Exercise 4.7

Problem

Let $F$ be a pseudorandom function. Show that each of the following MACs is insecure, even if used to authenticate fixed-length messages. (In each case Gen outputs a uniform $k \in \{0, 1\}^n$ . Let $\langle i \rangle$ denote an $n/2$ -bit encoding of the integer $i$ .)

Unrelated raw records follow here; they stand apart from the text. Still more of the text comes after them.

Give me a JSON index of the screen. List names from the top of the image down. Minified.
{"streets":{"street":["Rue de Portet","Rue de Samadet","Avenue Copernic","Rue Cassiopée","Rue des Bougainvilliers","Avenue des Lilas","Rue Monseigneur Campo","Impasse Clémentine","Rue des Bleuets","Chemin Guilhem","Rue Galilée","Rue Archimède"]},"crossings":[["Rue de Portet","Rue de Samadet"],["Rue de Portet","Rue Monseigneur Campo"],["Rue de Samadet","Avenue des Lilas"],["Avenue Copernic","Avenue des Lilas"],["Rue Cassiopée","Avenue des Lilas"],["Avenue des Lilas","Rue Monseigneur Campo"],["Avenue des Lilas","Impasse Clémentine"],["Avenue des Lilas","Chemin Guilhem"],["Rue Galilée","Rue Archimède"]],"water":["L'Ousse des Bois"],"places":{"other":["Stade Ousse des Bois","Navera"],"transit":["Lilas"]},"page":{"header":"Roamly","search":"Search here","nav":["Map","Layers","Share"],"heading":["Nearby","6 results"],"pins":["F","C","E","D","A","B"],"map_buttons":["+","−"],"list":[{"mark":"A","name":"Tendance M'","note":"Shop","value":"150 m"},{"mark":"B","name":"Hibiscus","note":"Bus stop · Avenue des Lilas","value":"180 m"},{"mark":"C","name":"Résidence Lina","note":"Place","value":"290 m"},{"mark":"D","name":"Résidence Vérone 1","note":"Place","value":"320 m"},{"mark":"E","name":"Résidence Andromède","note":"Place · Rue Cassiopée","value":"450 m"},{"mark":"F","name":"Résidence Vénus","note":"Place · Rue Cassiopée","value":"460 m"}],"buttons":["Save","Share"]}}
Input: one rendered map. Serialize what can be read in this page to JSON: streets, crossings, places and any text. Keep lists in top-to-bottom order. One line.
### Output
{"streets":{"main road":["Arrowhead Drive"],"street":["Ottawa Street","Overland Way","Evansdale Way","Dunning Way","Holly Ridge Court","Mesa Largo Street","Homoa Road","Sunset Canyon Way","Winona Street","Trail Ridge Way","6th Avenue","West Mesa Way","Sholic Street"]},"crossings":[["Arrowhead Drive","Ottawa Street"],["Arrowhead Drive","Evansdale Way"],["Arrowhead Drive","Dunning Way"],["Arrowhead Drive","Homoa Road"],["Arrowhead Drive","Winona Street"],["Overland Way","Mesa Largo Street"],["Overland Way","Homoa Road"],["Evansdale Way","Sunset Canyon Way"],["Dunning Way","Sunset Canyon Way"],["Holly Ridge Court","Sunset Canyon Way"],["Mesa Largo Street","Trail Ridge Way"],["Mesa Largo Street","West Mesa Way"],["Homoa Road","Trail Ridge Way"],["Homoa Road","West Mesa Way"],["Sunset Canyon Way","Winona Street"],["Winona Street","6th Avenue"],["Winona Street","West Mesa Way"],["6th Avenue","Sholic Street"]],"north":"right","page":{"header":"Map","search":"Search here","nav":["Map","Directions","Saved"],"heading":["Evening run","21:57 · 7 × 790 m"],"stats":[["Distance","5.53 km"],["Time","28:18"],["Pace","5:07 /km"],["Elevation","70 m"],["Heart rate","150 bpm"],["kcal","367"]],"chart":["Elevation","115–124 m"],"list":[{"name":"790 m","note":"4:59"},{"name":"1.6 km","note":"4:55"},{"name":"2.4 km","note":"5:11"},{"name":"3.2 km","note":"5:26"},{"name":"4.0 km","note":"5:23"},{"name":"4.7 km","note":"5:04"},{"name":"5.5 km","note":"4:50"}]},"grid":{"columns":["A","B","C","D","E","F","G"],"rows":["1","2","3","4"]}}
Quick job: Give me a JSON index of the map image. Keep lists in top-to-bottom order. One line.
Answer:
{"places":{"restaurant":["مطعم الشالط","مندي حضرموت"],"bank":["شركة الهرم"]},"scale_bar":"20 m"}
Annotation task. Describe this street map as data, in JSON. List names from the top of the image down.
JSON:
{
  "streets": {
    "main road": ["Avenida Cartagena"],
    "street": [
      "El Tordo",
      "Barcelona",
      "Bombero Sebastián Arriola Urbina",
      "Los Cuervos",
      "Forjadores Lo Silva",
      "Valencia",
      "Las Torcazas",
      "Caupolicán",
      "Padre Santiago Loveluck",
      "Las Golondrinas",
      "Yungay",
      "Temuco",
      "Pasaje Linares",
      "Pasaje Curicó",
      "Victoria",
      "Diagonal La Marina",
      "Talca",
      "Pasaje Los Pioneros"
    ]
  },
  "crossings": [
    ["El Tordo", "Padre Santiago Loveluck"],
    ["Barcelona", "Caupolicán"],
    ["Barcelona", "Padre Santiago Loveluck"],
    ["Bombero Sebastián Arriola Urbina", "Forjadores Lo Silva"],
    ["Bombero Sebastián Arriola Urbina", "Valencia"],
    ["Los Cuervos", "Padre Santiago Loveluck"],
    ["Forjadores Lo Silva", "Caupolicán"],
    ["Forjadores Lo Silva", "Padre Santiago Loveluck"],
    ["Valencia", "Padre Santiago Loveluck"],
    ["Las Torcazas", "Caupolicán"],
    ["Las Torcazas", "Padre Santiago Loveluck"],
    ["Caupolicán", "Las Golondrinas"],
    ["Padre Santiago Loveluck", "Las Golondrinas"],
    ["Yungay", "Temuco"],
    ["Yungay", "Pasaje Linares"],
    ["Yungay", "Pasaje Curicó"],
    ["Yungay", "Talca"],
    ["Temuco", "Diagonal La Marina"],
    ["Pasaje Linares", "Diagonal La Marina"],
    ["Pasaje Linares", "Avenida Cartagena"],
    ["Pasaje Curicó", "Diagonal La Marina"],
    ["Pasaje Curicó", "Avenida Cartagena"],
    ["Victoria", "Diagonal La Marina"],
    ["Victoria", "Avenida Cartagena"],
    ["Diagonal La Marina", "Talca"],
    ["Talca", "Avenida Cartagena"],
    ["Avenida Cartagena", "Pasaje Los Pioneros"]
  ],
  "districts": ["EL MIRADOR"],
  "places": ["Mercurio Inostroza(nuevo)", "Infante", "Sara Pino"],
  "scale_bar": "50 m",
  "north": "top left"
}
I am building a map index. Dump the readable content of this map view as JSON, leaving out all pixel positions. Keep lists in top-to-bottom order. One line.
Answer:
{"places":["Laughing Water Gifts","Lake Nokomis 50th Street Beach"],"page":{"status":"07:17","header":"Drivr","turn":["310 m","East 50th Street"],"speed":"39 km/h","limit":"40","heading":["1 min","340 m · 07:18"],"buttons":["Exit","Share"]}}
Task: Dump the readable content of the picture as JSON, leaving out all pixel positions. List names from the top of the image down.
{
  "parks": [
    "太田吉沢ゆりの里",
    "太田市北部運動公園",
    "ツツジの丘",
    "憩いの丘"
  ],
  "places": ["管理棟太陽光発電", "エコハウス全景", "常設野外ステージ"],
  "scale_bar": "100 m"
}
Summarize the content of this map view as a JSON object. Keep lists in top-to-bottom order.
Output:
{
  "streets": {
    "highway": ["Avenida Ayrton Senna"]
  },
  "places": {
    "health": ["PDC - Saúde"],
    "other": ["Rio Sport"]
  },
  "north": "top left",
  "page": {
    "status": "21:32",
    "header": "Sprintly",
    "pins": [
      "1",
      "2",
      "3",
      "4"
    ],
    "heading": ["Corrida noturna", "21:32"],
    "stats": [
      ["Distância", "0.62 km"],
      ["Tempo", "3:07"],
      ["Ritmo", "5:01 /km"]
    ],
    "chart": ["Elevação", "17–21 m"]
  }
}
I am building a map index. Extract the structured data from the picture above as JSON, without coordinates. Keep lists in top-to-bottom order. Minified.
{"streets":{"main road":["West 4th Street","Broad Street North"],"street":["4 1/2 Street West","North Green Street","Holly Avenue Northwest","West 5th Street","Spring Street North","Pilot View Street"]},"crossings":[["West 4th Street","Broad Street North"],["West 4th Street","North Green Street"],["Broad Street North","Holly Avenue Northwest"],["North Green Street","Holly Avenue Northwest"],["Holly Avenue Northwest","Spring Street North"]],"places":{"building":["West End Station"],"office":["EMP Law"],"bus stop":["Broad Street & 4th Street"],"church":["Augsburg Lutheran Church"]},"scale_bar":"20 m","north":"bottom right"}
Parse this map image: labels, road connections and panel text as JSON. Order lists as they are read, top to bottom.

To authenticate a message $m = m_1, \ldots ,m_l$ where $m_i \in \{0, 1\}^n$ , compute $t := F_k(m_1) \oplus \cdots \oplus F_k(m_l)$ .
To authenticate a message $m = m_1, \ldots ,m_l$ where $m_i \in \{0, 1\}^{n/2}$ , compute $t := F_k(\langle 1 \rangle || m_1) \oplus \cdots \oplus F_k(\langle l \rangle || m_l)$ .
To authenticate a message $m = m_1, \ldots ,m_l$ where $m_i \in \{0, 1\}^{n/2}$ , choose uniform $r \leftarrow \{0, 1\}^n$ , compute $t := F_k(r) \oplus F_k(\langle 1 \rangle || m_1) \oplus \cdots \oplus F_k(\langle l \rangle || m_l)$ , and let the tag be $\langle r, t \rangle$

Solution

Part 1

Reorder the blocks in $m$ and the tag doesn't change.

Part 2

Query

$m^1 = m_1 || m_2$ , tag $t_1 = F_k(\langle 1 \rangle || m_1) \oplus F_k(\langle 2 \rangle || m_2)$
$m^2 = m_3 || m_2$ , tag $t_2 = F_k(\langle 1 \rangle || m_3) \oplus F_k(\langle 2 \rangle || m_2)$
$m^3 = m_3 || m_4$ , tag $t_3 = F_k(\langle 1 \rangle || m_3) \oplus F_k(\langle 2 \rangle || m_4)$

Thus $m^* = m^1 \oplus m^2 \oplus m^3 = m_1 || m_4$ , tag $t = t_1 \oplus t_2 \oplus t_3 = F_k(\langle 1 \rangle || m_1) \oplus F_k(\langle 2 \rangle || m_4)$ .

Part 3

Let $m \in \{0, 1\}^{n/2}$ . When choosing $r = \langle 1 \rangle || m$ , $t = F_k(r) \oplus F_k(\langle 1 \rangle || m) = 0^n$ .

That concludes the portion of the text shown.